Apparently, the techniques are all dependent upon chemistry—something needs to attack the bonds between the ink particles and the paper. In my old use of Zippo fluid and magazines, the lighter fluid did the trick. With Polaroid type 669 transfers, in the one case the ink hasn’t yet transferred to the photo paper, and in the emulsion transfer technique, the hot water dissolves the bond between the emulsion and the paper. These new-to-me techniques (it seems most articles on the internet were from 2011 through 2013, with nothing much new happening that I can find) some substance is used to lift the ink.

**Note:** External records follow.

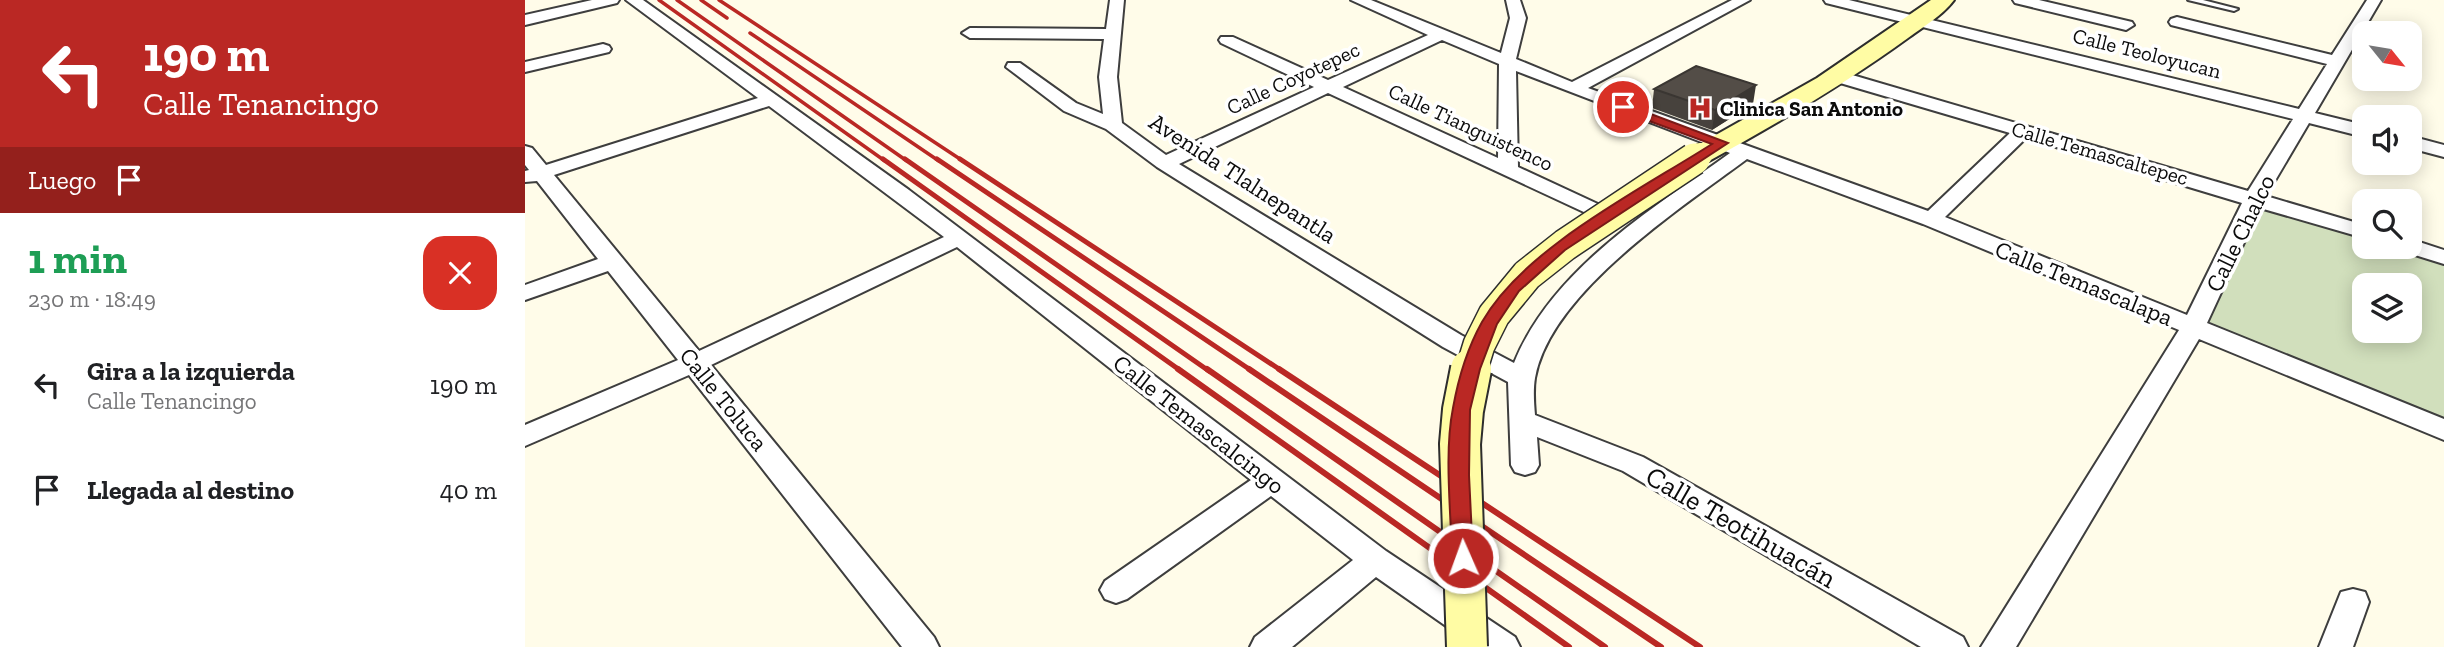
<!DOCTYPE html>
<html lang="es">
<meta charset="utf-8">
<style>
body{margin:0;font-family:"Zilla Slab",serif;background:#f6f6f6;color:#202124;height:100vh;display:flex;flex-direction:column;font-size:26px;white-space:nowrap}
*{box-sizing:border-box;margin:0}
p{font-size:23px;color:#757577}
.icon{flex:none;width:38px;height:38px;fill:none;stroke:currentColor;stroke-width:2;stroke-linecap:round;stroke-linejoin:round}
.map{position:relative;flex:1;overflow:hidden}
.drawer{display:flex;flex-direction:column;background:#fff;width:525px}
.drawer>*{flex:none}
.guide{background:#ba2824;color:#fff;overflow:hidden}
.needle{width:46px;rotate:120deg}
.fabs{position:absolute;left:1827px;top:21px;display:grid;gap:14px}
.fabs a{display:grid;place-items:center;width:70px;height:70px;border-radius:14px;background:#fff;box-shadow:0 4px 18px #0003;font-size:35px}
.pin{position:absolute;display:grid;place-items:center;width:60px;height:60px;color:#fff;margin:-30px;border:4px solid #fff;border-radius:50%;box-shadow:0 2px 7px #0007}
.me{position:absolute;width:77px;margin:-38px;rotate:358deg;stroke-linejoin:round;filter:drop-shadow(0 0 5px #0008)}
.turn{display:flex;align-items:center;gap:24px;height:147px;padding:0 28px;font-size:32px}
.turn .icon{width:91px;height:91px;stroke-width:2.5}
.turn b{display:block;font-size:49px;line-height:60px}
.then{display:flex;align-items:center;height:66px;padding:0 28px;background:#0003;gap:14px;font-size:26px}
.round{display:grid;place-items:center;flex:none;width:74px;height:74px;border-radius:21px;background:#f6f6f6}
.summary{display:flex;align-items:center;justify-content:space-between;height:119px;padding:0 28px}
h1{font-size:42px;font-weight:700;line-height:52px;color:#1e9e55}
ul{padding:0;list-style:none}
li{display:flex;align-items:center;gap:21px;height:105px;padding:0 28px}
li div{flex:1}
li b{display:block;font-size:26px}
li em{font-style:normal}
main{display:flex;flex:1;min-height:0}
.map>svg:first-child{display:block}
.cemetery{fill:#d1dfbc;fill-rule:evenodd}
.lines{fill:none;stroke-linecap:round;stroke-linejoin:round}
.service-casing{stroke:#3e3e3e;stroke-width:4}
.minor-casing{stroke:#3e3e3e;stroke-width:4}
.secondary-casing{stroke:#2d2d2d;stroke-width:4}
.service{fill:#fff;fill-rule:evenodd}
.minor{fill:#fff;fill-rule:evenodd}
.secondary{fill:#fffca4;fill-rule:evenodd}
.rail-far2{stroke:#ba2824;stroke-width:3.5}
.rail-far1{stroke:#ba2824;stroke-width:5}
.rail{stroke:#ba2824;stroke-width:6}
.secondary-bridge-far2-casing{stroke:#2d2d2d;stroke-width:26;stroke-linecap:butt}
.secondary-bridge-far1-casing{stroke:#2d2d2d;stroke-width:34;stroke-linecap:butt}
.secondary-bridge-casing{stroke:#2d2d2d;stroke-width:44;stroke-linecap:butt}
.secondary-bridge-far2{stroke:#fffca4;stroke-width:24}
.secondary-bridge-far1{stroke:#fffca4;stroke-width:31}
.secondary-bridge{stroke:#fffca4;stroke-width:40}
.wall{fill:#47423d}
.shaded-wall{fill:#3a3632}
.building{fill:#534d47;stroke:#3a3632;stroke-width:2}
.route{fill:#ba2824;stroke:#791a17;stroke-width:2}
.labels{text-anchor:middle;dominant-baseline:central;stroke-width:7;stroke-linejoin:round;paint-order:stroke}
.far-street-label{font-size:21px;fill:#0b0b0b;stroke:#fff}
.far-poi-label{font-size:21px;font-weight:bold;fill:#0b0b0b;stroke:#fff;text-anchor:start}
.street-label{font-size:24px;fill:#0b0b0b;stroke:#fff}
.near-street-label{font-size:28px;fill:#0b0b0b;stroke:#fff}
</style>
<main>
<section class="drawer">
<div class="guide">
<div class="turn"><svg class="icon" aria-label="left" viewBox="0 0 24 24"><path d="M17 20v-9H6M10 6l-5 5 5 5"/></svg><div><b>190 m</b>Calle Tenancingo</div></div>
<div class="then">Luego<svg class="icon" aria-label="arrive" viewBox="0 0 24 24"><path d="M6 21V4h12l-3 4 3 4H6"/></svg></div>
</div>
<div class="summary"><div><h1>1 min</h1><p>230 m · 18:49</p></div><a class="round" style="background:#d93025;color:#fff"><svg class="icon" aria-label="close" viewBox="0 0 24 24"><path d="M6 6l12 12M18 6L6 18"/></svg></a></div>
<ul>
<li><svg class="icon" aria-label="left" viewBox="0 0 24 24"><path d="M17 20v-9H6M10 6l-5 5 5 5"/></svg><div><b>Gira a la izquierda</b><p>Calle Tenancingo</p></div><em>190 m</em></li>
<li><svg class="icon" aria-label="arrive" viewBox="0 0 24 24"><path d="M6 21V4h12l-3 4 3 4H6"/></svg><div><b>Llegada al destino</b></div><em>40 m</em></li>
</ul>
</section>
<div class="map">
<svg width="1919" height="647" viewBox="0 0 1919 647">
<rect width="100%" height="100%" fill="#fffce9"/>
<path class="cemetery" d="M1734 205 1839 238V247H1867L1919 263V418L1671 322ZM1839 285H1885V331H1839Z"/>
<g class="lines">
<g class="service-casing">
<path id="service" d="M1663 0H1678L1713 9 1709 11Z"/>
</g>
<g class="minor-casing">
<g id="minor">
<path d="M67 0H94L92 3 0 25V15Z"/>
<path d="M101 0H118L384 190 861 551 990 637 995 647H951L851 577 767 647H725L730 637 828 560 746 496 602 599 591 603 580 599 575 590 580 581 726 480 432 247 186 365 409 637 414 647H377L164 375 0 446V425L153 360 83 271 0 300V285L73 259 12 181 0 182V171L4 170 0 165V146L7 148 21 165 233 98ZM244 106 419 237 174 351 29 175Z"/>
<path d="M585 0H599L592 77 597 123 641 155 789 87 696 43 694 40 696 37H708L803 80 903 35 826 0H846L976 53 985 18 981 0H995L1001 18 991 59 1047 82 1207 0H1225L1063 88 1403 211 1485 133 1305 80 1302 76 1305 72H1317L1723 191 1768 119 1301 3 1299 0H1324L1774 109 1802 64 1646 25 1644 22 1646 19 1652 17 1807 55 1842 0H1856L1790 113 1839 125V137L1784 123 1741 196 1839 225V238L1735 208 1682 323 1919 419V440L1674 339 1491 647H1456L1654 330 1398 224 1222 159C1156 208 1025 293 1010 378 1008 390 1009 403 1010 415L1118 457 1438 637 1443 647H1396L1098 471 1012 437 1014 465 1010 472 1000 475 990 472 986 465 983 382 918 347 632 167 581 129 539 111 481 67 483 63H495L551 103 578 114 574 77 579 39 445 38 437 33 445 28 581 29ZM917 40 974 64 973 158 818 87ZM991 71 1205 153C1126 210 1027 269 989 363L936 335 654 164 803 93 1061 213H1075L1079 209 1075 205 993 167ZM1501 138 1717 203 1662 315 1420 217Z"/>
<path d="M1488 0H1514L1607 22 1609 25 1601 30 1490 3Z"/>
<path d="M78 44 84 46 86 49 84 52 0 72V62Z"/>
<path d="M1885 136 1919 145V157L1885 148Z"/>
<path d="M1885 239 1919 250V264L1877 251 1874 247H1885Z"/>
<path d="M1828 589 1840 592 1844 602 1828 647H1794L1816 592Z"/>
</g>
</g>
<g class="secondary-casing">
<path id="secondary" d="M1406 0H1429C1418 15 1398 27 1383 38 1320 84 1253 123 1184 161L1175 163 1166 161 1162 155 1166 149 1292 78Z"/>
</g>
<use href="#service" class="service"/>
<use href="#minor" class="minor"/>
<use href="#secondary" class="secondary"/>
<g class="rail-far2">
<path d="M134 0 360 161"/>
<path d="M152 0 382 161"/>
<path d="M176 0 202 18"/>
<path d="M194 0 438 161"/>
<path d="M225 33 414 161"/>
</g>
<g class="rail-far1">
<path d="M358 159 656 371"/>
<path d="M380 159 684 371"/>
<path d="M412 159 727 371"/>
<path d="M435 159 757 371"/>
</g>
<g class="rail">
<path d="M653 369 1044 647"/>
<path d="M682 369 1080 647"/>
<path d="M724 369 1136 647"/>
<path d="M754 369 1175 647"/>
</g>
<g class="secondary-bridge-far2-casing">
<path id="secondary-bridge-far2" d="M1167 161 1175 155"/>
</g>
<g class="secondary-bridge-far1-casing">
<path id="secondary-bridge-far1" d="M946 371 954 345 969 315 1002 275 1040 245 1169 159"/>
</g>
<g class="secondary-bridge-casing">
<path id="secondary-bridge" d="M942 647 935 444 938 410 946 369"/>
</g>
<use href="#secondary-bridge-far2" class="secondary-bridge-far2"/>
<use href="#secondary-bridge-far1" class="secondary-bridge-far1"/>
<use href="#secondary-bridge" class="secondary-bridge"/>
</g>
<path class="wall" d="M1129 89 1228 104 1187 130 1127 108Z"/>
<path class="shaded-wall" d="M1231 85 1228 104 1187 130 1190 110Z"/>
<path class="building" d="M1171 66 1231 85 1190 110 1129 89Z"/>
<path class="route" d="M1094 105H1102L1203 143 1040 250 994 291 972 324 955 369 945 410 944 475 948 558 945 563 938 566 930 563 927 558C926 512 919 453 928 408 933 380 943 347 957 322 999 248 1115 190 1187 144L1094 110Z"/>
<defs>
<g id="hospital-bare" transform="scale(1.89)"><path d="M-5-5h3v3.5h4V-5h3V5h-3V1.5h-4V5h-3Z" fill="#ba2824" stroke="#fff" stroke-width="2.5" paint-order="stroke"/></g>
</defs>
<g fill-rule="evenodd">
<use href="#hospital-bare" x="1175" y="108"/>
</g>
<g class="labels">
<g class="far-street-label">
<text transform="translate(1622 53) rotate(14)">Calle Teoloyucan</text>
<text transform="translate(768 78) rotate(-25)">Calle Coyotepec</text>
<text transform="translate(946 127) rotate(25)">Calle Tianguistenco</text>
<text transform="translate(1575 153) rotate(16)">Calle Temascaltepec</text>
</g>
<g class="far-poi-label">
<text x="1195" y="108">Clinica San Antonio</text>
</g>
<g class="street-label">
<text transform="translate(718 178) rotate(33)">Avenida Tlalnepantla</text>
<text transform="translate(1715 233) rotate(-64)">Calle Chalco</text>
<text transform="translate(1559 283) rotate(22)">Calle Temascalapa</text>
<text transform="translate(199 399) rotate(51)">Calle Toluca</text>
<text transform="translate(674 424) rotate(38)">Calle Temascalcingo</text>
</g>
<g class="near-street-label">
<text transform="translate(1216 527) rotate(30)">Calle Teotihuacán</text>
</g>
</g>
</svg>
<div class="fabs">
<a><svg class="needle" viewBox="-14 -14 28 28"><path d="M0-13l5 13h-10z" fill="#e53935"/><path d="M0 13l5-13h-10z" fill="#757577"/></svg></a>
<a><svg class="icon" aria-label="sound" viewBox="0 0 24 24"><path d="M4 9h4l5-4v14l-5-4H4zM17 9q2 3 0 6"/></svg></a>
<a><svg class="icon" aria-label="search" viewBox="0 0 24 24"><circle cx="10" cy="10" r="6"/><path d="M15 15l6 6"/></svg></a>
<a><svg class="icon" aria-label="layers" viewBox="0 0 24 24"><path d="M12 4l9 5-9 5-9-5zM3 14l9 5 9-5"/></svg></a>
</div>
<div class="pin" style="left:1098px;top:107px;background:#d93025"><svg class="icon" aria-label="arrive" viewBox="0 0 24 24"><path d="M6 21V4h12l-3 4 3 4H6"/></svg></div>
<svg class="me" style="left:938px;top:558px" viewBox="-20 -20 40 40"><circle r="17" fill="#ba2824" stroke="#fff" stroke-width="3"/><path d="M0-11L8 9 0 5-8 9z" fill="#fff"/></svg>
</div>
</main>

A good series of articles is here, a long article covering lots of different lifting media is here, and some all-in-one PDFs are here for gel printing and here for direct transfers. This last recipe is one of many approaches that print to non-porous surfaces (cheap plastic overheads; glossy backing to printable stickers; etc.) and then slap that surface down on the receiving surface before the ink has had much chance to dry.
So next weekend’s project is lined up I guess.